Bonneville
Posted by Hal in Overland Express Tour, Travel

Bonne Ville means “good city” in French, but without a doubt Bonneville, Utah, is the most inhospitable, uninhabitable place I’ve ever seen, including the Arabian Desert. It was named for Benjamin Bonneville, a French-born Army officer who explored the region in the 1830s. It certainly is no place for a city, good or bad.

‘The whole land is brimstone, salt, and burning; it is not sown, nor does it bear, nor does any grass grow there, like the overthrow of Sodom and Gomorrah, Admah, and Zeboiim, which the LORD overthrew in His anger and His wrath.’

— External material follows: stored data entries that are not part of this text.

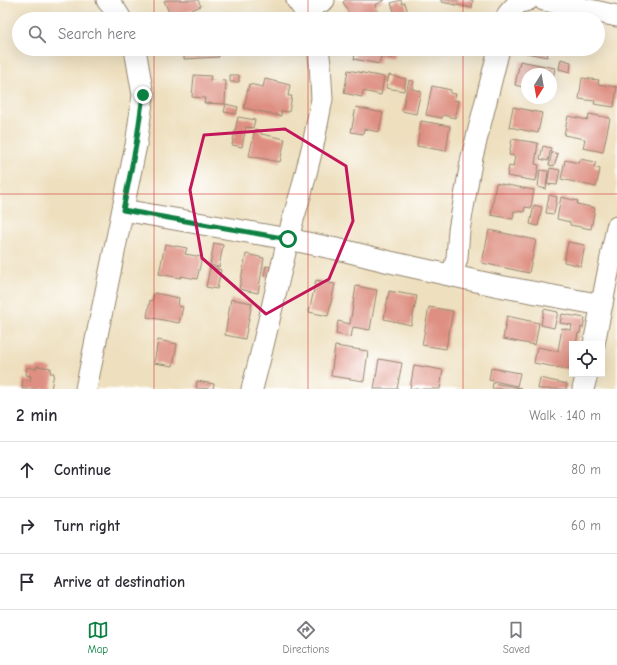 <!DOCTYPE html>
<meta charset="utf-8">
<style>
:root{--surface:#fff;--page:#f2f2f3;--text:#2b2b33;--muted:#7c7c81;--line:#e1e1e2;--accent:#0b8043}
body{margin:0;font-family:"Comic Neue",sans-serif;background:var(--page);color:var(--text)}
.controls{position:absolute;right:12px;bottom:12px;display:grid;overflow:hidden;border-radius:0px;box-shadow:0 4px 16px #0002}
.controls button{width:36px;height:36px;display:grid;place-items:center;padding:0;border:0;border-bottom:1px solid var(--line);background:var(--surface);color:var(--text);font:20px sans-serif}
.compass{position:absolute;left:521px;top:68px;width:36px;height:36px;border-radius:50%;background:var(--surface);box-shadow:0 4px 16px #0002;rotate:191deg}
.stop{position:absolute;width:12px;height:12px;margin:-9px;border:3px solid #0b8043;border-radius:50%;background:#fff}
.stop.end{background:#0b8043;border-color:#fff;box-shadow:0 1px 4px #0008}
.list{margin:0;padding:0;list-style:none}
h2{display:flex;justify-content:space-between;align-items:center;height:52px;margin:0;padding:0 16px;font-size:17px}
h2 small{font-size:13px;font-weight:400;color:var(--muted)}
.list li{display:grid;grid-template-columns:26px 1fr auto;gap:12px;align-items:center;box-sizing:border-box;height:56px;padding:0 16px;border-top:1px solid var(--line)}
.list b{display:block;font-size:15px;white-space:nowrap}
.list em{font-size:13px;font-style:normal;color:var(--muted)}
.icon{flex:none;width:22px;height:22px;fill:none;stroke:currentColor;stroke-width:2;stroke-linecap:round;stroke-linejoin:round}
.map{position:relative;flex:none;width:617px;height:389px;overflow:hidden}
.search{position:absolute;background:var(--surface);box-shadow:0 4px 16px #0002;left:12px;right:12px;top:12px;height:44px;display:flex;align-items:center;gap:10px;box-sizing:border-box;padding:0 14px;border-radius:22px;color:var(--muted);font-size:15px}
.sheet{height:220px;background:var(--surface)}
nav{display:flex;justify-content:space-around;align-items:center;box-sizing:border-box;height:56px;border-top:1px solid var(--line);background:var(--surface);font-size:11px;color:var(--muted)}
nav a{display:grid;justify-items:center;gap:2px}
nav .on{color:var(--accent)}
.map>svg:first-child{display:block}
.building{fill:#de8f81}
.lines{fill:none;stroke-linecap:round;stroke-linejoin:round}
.minor-casing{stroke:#94856e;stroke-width:23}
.minor{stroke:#fff;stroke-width:21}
.route{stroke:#0b8043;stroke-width:5}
.marked{fill:none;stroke:#c2185b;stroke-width:3;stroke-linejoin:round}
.grid{fill:none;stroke:#d62828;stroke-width:1;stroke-opacity:0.55}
</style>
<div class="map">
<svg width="617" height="389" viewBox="0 0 617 389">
<rect width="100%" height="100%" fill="#fff"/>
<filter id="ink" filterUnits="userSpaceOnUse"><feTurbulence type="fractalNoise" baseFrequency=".025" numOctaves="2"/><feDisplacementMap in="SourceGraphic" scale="8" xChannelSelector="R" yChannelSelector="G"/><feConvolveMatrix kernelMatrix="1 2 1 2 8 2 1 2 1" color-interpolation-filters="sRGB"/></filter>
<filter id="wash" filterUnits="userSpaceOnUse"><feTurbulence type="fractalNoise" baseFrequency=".012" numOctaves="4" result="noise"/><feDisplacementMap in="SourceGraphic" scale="16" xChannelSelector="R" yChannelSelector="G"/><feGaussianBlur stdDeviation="0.9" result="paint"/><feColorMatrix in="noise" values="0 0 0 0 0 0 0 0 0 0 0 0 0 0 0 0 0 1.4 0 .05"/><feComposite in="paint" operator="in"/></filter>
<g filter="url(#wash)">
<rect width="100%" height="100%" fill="#eee0bf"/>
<g id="blocks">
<path class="building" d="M166,0H198L201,6L172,19L164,1Z
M346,0H385L375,5L378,11L372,14L374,19H352L343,2Z
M401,0L402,4L405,3L410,19H379L395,14L391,3Z
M441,0H473L472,8L441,2Z
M184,49H219V57L184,59Z
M356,49H395L393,58L381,56L379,64L354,59Z
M526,49H549L547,57L526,53Z
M561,59L571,62L570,72L559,69Z
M520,61L555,68L552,84H551V74H527V88L515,85Z
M348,70L384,77L381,95L363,91L362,97L344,93Z
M194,75L211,76L210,80L226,81L225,104L204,103L205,98L192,97Z
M230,75H239V82H230Z
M389,75L406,79L404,91L386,88Z
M582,78L599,80L598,84L617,87L614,107L594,104L595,101L579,99Z
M265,79L290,85L288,96H292L289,112L281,111V116L244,108L249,84L263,87Z
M409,80L414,81L412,89L421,91L416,114L402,111Z
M432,86L451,90L450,93L456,94L454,100L459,101L455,118L443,115L442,118L426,115Z
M226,104L238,107L236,114L224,112Z
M356,107L383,113L379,132L364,129L363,134L351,132Z
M513,107L542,113L538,133L509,127Z
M589,114L610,118L603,152L583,148L585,139L564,135L568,116L588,120Z
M238,117L255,120L253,128L246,127L242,147L232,145Z
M421,121L450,126L446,151L417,146Z
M255,129L261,131V134L285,139L280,162L249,156Z
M512,139L538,143L535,164L539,165L536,181L507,176L509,166L513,167L515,156L509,155Z
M543,146L551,148L548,161L540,159Z
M552,152L558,154L554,166L549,165Z
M580,159L596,162L594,167L600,169L596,187L561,179L565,160L579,163Z
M550,168L560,170L557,185L547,184Z
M540,170L548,171L546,189L538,187Z
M496,183L534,190L531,208L525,207L524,212L514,211L513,219L491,215Z
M549,195L557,197L554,214L546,213Z
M561,197L578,201L577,204L595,208L591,229L570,225V222L557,219Z
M534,205L542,207L538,226L530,224Z
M489,230L536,240L529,273L482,263Z
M568,242L585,245L581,266L564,262Z
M214,243L223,245L219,267L210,265Z
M165,244L187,248L185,254L202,257L197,279L181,276V278L159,274Z
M246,254L264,258L258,293L239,289Z
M266,266L275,268L273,277L264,276Z
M210,267L221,270L217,289L206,287Z
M316,280L335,284L328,316L309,312Z
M356,286L377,290L370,330L353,327L351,337L336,334L338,321L350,324Z
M389,291L417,296L411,325L384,319Z
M154,293L179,298L178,306L183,307L179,323L147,317L150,300L152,301Z
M231,299L252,303L245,339L225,335Z
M429,307L453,311L446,349L422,345Z
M544,309L558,312L554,328L541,325Z
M562,314L585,318L583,328L581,327L580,333H578L576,344H572V366L571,370L534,363L537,347L558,351L562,328L571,330L572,325L560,323Z
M507,316L539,323L535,345L503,339Z
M158,340L177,344L173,366L154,363Z
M335,346L368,351L364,381L331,376Z
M379,359L402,363L397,389H374Z
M414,365L443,370L440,389H410Z
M37,366L51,368L50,373H54L51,389H22L23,379L30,381L31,376L26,375L27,367L36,369Z
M491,368L520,373L517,386L489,380Z
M540,378L567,384L566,389H538Z
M197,381L214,384L213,389L196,388Z
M493,383L521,388V389H492Z"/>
</g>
</g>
<g filter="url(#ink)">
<use href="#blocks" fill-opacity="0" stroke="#94856e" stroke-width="1"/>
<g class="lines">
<g class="minor-casing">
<path id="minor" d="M107,0L116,11L121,19
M297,0L305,11L309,19
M544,0L617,16
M305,11L324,0
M506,19L508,14L518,3L528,0
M123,210L288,239L346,251L390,262L499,286L602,305
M452,276L457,258L459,230L472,157L499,49
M594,344L617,227
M86,389L136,145L143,95L135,49
M252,389L260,358L292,223L302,189L313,145L322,99L320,64L318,49
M583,389L587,374"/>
</g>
<use href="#minor" class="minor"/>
</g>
</g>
<g class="lines" filter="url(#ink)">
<path class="route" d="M143,95L136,145L123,210L288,239"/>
</g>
<path class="marked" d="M285,129L346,166L353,221L329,279L266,314L202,258L190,190L204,135Z"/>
<path class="grid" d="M154,0V19M308,0V19M463,0V19M154,49V389M308,49V389M463,49V389M0,194H617"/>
</svg>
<div class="controls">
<button><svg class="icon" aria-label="locate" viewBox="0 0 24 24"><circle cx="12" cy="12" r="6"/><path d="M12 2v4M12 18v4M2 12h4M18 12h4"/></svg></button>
</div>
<svg class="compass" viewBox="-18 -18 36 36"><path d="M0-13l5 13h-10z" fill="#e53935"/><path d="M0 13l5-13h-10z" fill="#7c7c81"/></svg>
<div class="stop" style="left:288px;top:239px"></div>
<div class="stop end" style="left:143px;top:95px"></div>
<div class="search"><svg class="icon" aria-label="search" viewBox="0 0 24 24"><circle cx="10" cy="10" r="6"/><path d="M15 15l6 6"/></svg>Search here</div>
</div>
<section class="sheet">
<h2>2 min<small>Walk · 140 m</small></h2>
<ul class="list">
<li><svg class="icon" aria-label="ahead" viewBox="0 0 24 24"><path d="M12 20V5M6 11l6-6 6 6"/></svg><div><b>Continue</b></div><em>80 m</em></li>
<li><svg class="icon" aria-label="right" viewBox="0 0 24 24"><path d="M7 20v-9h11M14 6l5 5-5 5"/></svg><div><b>Turn right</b></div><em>60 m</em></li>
<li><svg class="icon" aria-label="arrive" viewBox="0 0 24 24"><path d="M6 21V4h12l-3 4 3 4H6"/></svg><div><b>Arrive at destination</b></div></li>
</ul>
</section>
<nav>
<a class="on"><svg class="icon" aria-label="map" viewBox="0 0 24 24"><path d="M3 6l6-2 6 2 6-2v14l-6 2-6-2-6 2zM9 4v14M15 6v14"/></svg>Map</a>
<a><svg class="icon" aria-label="directions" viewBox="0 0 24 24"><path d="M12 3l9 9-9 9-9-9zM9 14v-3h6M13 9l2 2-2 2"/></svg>Directions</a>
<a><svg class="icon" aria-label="saved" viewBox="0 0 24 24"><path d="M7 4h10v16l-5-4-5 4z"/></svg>Saved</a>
</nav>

– Deuteronomy 29:23, about another place and time

We made a stop at the Bonneville Salt Flats during our recent trip west, because what young man has never heard of the land speed trials, the rocket sleds and hyperfast cars, that Bonneville is famous for? And under certain conditions – like “solid ground” and “Bureau of Land Management permit” – you can drive on the Flats. You can see where joyriders have darted off the paved road for a quick doughnut in the salt (obviously without official sanction). The boys were disappointed that I wouldn’t make the test in our 15-passenger van; I didn’t want to flout the permits, nor cake the underside with corrosive mud, nor risk getting mired in the middle of it.

Because it’s salt, all right. Picture a half inch of white table salt, slightly damp, leveled out from here to … oh, Wyoming, I guess. Definitely not a place you want to get stuck. We visited on a cloudy day, with gusty wind and spitting showers — proving that shade, a breeze, and moisture, aren’t much improvement on the sun-baked version of this forbidding place. Where we stopped, the pavement simply ends at an informational sign. You can walk out as far as you care to go … and having seen it now, I don’t suppose you’d care to go very far. If this country is like that earlier example of God’s wrath, you don’t want to go there, either.